DIRECTIONS: Your answer must be a single number: how many lines in the records include the word "image".

(Items listed in a dataset)

▬▬▬▬▬▬▬▬▬▬

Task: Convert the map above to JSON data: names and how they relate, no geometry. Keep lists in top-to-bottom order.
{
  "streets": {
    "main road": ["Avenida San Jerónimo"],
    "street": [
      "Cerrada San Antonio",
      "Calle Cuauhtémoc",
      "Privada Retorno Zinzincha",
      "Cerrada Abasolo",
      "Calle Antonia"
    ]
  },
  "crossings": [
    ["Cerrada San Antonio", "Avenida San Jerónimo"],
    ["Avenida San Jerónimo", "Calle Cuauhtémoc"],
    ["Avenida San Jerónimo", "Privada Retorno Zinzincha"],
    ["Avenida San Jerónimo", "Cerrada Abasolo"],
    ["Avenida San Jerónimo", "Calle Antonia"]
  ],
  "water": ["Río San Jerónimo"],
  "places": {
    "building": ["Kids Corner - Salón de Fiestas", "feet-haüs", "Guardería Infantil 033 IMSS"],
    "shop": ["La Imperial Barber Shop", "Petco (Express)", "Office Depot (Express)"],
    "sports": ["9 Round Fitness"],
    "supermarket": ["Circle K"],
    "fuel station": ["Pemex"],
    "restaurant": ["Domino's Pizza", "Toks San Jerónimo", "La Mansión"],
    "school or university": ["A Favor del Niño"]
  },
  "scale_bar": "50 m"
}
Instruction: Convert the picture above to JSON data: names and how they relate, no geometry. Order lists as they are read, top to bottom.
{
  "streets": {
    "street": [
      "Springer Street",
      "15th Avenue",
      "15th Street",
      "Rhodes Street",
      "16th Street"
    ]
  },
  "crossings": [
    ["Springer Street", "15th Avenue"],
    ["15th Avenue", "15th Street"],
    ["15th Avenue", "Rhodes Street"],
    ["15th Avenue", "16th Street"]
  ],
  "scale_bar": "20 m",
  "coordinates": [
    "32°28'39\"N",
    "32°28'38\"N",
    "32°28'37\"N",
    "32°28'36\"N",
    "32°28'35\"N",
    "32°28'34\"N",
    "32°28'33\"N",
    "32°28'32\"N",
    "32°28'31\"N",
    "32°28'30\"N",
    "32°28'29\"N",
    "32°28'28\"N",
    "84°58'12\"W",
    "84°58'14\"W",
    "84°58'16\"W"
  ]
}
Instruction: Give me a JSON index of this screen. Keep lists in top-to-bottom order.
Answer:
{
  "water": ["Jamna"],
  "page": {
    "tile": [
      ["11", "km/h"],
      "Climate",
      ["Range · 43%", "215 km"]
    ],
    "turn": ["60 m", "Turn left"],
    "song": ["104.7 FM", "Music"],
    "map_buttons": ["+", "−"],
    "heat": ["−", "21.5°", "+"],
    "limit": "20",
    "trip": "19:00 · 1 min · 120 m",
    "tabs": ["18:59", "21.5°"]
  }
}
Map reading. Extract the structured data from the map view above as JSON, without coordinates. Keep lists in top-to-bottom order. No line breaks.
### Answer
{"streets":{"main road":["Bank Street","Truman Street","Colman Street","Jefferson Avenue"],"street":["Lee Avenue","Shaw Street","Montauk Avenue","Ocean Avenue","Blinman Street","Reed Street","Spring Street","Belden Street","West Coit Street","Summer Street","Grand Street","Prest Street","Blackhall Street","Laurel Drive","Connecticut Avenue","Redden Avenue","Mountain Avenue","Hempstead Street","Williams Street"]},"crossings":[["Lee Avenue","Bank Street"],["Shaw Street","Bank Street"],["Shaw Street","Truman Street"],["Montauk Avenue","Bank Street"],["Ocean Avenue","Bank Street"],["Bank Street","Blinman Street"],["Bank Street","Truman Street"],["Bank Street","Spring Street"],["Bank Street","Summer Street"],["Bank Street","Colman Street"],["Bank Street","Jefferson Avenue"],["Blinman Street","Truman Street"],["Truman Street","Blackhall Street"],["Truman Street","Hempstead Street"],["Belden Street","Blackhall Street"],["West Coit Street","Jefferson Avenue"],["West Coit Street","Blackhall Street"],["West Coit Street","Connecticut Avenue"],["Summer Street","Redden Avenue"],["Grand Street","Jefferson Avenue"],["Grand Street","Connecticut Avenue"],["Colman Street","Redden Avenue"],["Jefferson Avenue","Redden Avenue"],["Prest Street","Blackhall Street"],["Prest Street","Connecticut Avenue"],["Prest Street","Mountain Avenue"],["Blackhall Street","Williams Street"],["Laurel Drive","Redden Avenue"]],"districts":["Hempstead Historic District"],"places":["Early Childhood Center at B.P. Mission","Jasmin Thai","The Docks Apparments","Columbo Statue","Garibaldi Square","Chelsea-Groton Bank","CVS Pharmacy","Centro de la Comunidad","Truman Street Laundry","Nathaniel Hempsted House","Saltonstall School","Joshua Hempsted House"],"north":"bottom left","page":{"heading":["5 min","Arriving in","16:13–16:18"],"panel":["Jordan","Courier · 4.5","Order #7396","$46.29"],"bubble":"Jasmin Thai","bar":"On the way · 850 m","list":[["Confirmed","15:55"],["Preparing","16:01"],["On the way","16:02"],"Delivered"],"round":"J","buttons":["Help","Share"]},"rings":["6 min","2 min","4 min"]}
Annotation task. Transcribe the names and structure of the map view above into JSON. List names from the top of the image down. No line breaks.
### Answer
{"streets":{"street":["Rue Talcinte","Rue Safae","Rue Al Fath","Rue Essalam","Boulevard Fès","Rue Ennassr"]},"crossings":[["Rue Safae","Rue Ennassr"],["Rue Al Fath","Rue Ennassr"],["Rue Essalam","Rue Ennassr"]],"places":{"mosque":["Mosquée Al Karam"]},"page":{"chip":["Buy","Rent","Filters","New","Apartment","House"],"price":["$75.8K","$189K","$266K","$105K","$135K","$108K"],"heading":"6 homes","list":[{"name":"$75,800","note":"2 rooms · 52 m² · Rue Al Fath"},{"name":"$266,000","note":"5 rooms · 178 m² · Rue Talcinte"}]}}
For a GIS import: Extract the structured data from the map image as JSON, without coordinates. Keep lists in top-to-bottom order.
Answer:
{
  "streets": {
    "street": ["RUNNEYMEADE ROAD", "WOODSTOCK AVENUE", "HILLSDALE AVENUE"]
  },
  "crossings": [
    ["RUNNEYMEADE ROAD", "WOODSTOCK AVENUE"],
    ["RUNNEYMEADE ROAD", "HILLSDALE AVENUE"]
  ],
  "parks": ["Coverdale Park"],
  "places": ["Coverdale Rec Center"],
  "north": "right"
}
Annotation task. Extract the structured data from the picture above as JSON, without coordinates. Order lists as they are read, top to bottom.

▬▬▬▬▬▬▬▬▬▬

WRITTEN SOLUTION: 2